ARTICLE

Transfer of Shares. Liability of the Seller for “Hidden Liabilities”

The Argentine Supreme Court of Justice recently held that the seller’s warranty for hidden liabilities included in a share purchase agreement must be construed without taking into consideration the seller’s willful misconduct or negligence.
July 29, 2011
Transfer of Shares. Liability of the Seller for “Hidden Liabilities”

The inclusion of the so-called “hidden liabilities warranty” of the seller is an essential issue in the negotiation of most stock transfers. As discussed below, “hidden liabilities” must be conceptually distinguished from “undisclosed liabilities”. It is quite common that stock purchase agreements include a clause whereby sellers shall be held liable for unregistered liabilities whose cause goes back to a date which is earlier than the date of the stock transfer or any other date the parties might agree to. The purpose of this kind of clause is that buyers be held harmless from unregistered liabilities, irrespective of whether sellers failed to register such liabilities intentionally or acted negligently. Further, the warranty normally stands irrespective of any knowledge the buyer might have obtained through the course of a pre-transaction due diligence about the potential occurrence of a given hidden liability.

However, the scope of this type of clauses in a share purchase agreement might be subject to different interpretations, as shown by a recent ruling of the Argentine Supreme Court of Justice (“CSJN”, after its Spanish name).

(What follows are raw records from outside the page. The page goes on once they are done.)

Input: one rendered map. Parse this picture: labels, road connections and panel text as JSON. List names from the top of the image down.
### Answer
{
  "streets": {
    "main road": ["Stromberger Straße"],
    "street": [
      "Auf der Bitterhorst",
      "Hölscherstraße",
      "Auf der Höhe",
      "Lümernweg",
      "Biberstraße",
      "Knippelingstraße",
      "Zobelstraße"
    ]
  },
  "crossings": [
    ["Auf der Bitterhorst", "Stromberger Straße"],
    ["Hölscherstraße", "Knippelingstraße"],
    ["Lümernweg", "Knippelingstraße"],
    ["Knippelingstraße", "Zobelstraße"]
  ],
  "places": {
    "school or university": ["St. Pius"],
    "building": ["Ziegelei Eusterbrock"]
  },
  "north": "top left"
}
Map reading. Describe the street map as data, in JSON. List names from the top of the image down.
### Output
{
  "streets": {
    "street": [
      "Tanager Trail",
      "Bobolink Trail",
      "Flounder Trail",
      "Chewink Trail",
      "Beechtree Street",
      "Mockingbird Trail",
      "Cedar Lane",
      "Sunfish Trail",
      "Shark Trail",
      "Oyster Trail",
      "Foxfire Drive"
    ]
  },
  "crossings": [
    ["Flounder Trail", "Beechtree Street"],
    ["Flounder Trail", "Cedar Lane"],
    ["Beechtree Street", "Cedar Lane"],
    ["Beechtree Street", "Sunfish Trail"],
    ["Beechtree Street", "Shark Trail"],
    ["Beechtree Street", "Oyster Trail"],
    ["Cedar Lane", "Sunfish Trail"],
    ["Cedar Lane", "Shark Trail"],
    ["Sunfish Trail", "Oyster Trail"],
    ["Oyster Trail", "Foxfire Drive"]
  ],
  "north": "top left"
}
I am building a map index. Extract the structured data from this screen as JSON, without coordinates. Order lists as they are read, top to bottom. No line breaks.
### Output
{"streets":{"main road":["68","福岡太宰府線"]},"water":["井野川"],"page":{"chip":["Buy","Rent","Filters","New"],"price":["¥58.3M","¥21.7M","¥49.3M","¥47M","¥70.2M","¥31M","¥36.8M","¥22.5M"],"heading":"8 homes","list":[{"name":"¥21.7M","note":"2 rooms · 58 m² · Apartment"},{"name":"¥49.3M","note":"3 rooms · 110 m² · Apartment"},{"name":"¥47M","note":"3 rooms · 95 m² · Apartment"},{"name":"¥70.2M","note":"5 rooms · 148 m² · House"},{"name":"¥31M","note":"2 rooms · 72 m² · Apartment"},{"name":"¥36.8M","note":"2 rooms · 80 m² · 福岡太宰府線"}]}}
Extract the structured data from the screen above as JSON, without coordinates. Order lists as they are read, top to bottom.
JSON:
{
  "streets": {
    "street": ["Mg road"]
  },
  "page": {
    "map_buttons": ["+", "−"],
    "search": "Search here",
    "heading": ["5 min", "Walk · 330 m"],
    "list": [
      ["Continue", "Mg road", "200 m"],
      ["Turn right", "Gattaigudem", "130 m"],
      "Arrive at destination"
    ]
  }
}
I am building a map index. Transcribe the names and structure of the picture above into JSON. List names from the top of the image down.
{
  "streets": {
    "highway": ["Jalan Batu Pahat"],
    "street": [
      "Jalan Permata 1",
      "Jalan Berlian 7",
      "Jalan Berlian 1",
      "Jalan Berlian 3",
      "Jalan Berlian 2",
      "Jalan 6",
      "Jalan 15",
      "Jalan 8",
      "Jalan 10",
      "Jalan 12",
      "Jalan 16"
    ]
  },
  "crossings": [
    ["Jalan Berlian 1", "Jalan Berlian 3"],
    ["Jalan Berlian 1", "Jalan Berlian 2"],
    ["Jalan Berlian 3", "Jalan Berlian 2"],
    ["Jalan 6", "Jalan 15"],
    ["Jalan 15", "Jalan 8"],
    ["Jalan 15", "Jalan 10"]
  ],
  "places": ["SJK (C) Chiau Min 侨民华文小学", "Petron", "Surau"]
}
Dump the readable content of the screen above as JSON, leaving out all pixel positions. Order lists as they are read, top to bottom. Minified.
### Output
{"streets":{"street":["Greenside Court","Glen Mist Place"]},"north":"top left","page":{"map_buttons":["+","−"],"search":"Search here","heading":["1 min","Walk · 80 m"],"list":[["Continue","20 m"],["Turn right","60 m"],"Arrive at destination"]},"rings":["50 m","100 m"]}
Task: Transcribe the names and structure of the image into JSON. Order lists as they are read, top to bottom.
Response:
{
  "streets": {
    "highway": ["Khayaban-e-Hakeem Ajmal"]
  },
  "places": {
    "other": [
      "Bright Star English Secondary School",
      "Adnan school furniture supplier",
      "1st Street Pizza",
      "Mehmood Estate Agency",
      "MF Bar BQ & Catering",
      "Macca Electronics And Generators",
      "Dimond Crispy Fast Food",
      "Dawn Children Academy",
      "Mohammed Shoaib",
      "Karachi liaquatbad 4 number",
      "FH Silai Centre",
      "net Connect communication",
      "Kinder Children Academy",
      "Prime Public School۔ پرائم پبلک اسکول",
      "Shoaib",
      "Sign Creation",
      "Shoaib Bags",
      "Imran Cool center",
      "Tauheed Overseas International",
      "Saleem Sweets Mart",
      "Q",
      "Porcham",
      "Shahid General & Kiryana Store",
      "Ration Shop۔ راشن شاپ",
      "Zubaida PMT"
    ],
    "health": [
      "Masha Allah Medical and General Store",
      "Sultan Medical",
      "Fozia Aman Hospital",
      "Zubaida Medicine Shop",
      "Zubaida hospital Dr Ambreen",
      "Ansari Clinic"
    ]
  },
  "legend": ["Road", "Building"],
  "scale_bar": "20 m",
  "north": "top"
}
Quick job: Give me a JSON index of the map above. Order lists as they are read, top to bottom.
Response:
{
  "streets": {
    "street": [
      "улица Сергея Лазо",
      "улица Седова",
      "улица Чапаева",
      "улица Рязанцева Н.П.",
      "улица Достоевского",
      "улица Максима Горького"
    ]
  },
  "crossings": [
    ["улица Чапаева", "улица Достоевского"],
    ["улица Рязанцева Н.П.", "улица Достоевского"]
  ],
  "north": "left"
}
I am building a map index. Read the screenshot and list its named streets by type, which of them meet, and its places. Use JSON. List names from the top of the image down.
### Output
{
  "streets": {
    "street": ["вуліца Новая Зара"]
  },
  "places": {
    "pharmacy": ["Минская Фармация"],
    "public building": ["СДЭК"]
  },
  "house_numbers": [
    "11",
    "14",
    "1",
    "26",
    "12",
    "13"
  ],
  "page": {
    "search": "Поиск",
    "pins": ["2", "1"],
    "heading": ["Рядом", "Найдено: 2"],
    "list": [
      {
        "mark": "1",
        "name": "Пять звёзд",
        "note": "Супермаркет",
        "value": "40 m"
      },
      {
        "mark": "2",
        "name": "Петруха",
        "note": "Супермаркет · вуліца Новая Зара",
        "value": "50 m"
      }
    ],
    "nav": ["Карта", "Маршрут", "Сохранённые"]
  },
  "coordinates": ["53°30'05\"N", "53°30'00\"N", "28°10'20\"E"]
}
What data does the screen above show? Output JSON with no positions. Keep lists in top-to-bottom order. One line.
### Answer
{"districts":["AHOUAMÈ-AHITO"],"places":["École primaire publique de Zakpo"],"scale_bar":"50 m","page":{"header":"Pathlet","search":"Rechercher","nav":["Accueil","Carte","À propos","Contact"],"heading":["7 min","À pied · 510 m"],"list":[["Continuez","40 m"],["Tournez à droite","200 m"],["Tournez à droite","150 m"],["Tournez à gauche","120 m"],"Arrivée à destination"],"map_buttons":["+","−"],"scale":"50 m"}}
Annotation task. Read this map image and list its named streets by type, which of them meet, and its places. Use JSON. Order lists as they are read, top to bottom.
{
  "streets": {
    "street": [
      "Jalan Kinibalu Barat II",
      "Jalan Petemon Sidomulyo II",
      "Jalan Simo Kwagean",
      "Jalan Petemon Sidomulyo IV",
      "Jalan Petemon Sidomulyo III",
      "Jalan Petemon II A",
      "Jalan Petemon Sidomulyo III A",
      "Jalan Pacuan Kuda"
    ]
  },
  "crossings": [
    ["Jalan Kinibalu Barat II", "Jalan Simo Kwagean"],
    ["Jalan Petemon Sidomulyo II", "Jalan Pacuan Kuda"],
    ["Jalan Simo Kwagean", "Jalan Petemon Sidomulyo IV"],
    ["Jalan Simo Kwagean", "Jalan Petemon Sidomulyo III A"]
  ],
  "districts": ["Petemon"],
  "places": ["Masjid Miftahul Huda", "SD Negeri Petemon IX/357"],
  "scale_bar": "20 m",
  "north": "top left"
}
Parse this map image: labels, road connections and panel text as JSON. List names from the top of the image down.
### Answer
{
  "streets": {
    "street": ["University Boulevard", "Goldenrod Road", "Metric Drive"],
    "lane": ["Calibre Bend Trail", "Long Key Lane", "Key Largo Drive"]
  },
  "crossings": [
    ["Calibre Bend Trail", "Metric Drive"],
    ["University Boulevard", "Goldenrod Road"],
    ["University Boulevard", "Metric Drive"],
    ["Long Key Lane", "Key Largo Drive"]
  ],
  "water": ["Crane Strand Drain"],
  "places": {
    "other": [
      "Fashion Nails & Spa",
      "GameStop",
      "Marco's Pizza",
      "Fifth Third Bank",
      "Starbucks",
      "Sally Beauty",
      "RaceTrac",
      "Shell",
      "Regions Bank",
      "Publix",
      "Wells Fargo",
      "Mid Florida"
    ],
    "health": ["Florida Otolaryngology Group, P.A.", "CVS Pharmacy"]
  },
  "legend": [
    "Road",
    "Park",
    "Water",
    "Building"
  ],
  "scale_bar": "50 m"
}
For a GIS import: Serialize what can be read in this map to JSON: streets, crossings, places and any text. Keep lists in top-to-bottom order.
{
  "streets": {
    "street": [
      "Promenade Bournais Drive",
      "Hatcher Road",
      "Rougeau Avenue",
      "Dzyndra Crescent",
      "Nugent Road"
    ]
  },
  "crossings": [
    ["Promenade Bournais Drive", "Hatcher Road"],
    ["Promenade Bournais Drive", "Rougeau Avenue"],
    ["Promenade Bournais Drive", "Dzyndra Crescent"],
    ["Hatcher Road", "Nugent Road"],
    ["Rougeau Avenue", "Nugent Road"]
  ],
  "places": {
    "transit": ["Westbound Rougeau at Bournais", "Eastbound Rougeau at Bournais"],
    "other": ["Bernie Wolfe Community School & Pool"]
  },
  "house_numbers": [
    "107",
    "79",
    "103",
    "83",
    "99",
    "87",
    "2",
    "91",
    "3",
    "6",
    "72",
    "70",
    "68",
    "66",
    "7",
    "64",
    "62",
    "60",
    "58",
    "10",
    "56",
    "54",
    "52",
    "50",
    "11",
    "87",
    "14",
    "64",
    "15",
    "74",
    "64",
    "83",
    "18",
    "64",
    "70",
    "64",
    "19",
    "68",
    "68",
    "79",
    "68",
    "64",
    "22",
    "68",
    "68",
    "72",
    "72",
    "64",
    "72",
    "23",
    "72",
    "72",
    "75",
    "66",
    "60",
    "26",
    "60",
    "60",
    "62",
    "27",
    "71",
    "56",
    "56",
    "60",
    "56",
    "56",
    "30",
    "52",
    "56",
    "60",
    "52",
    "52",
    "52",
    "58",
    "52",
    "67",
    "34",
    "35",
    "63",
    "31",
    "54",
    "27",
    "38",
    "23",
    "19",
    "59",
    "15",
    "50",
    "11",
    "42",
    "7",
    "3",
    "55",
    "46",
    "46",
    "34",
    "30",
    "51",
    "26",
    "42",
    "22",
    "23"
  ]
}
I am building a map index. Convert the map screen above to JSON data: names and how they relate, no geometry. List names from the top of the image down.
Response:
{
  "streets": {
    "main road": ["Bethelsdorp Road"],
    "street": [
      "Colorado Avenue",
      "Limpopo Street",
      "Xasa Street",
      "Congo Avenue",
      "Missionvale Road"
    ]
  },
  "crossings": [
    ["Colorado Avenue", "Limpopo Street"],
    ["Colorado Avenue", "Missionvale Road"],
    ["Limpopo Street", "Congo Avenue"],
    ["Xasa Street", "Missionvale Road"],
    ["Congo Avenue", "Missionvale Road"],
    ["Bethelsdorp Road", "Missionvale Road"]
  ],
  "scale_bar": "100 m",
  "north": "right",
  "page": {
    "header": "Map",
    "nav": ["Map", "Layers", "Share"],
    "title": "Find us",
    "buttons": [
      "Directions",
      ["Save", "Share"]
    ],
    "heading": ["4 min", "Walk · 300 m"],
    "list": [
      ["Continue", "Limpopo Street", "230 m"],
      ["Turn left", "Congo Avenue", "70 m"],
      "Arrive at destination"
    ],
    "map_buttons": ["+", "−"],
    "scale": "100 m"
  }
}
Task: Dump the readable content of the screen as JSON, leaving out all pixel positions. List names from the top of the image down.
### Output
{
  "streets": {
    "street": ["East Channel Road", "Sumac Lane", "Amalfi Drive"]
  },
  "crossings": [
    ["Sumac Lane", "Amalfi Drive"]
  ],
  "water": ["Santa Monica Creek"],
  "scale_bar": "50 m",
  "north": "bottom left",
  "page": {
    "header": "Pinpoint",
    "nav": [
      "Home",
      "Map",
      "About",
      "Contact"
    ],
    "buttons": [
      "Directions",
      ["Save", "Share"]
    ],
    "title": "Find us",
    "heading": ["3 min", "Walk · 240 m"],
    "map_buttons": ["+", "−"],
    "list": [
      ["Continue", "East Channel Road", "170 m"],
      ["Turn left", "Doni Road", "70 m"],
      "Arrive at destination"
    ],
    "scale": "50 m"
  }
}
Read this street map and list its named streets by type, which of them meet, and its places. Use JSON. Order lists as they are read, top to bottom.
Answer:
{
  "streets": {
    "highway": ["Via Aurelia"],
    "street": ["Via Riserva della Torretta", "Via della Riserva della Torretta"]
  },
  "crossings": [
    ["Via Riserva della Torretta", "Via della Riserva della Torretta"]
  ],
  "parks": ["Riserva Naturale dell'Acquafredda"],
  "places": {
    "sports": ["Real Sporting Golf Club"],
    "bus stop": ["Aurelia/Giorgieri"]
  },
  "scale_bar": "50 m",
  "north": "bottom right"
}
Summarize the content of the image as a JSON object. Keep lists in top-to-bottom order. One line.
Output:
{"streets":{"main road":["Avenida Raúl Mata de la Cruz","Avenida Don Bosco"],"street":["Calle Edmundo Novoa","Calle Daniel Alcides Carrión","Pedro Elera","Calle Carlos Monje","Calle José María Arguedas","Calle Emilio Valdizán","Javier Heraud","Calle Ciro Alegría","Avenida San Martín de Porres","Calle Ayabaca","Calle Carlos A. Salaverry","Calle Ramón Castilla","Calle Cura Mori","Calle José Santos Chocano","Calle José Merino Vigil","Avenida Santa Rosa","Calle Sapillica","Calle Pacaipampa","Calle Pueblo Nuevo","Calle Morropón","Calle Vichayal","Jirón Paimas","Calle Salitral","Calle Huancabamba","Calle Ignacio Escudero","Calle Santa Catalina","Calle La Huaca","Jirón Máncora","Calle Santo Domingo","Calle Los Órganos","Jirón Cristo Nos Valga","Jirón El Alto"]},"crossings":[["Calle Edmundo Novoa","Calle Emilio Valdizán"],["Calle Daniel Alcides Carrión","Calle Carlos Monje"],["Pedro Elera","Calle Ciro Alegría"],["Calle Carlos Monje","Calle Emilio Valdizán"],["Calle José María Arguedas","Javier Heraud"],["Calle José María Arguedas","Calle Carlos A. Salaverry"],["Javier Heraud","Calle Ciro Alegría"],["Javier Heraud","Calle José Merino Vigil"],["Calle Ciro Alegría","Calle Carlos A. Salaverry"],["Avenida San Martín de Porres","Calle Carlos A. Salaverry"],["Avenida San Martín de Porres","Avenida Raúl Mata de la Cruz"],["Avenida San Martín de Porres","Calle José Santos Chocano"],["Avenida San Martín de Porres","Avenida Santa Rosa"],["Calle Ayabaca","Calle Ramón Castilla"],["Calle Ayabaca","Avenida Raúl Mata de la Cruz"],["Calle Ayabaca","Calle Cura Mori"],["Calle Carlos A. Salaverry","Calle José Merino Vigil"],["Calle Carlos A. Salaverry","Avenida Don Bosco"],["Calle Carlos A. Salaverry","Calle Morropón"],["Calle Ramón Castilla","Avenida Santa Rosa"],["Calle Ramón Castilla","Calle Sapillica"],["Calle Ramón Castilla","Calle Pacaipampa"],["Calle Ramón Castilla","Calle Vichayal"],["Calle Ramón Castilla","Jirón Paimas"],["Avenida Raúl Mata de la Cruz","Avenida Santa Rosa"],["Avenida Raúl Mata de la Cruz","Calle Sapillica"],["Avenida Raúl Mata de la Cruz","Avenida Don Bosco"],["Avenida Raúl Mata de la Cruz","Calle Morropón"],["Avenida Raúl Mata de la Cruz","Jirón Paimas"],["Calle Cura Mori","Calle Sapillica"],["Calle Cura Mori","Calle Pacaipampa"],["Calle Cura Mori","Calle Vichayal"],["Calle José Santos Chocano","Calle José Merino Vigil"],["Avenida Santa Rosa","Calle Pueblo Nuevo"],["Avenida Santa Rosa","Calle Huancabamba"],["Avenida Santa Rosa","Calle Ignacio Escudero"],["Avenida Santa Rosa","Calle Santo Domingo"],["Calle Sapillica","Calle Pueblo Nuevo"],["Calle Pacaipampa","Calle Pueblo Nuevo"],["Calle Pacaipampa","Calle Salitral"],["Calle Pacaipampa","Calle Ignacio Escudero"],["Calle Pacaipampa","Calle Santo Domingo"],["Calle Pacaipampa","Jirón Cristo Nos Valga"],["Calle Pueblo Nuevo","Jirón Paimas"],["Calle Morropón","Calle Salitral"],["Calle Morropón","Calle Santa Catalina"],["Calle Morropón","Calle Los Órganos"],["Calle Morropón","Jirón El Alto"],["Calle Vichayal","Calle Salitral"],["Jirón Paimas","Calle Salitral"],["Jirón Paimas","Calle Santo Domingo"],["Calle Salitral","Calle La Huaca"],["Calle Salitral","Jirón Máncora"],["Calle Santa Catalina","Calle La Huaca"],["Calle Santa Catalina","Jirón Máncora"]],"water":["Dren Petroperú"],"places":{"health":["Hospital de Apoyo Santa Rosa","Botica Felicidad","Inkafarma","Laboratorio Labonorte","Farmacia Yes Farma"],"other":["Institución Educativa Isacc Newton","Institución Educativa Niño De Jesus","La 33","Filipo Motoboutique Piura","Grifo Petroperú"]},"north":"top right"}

In re “Pocovi, Osmar Miguel and others v. Brennan, Horacio Marcelo Santos and others”, the CSJN admitted the petition in error filled by the plaintiff against a ruling from the Commercial Court of Appeals that had narrowly construed a warranty clause in a stock purchase agreement, restricting – and almost nullifying– its scope. The appeal court had ruled that the “hidden liability” warranty might be triggered when the sellers were aware of the existence of a certain liability but failed to duly register or disclose it.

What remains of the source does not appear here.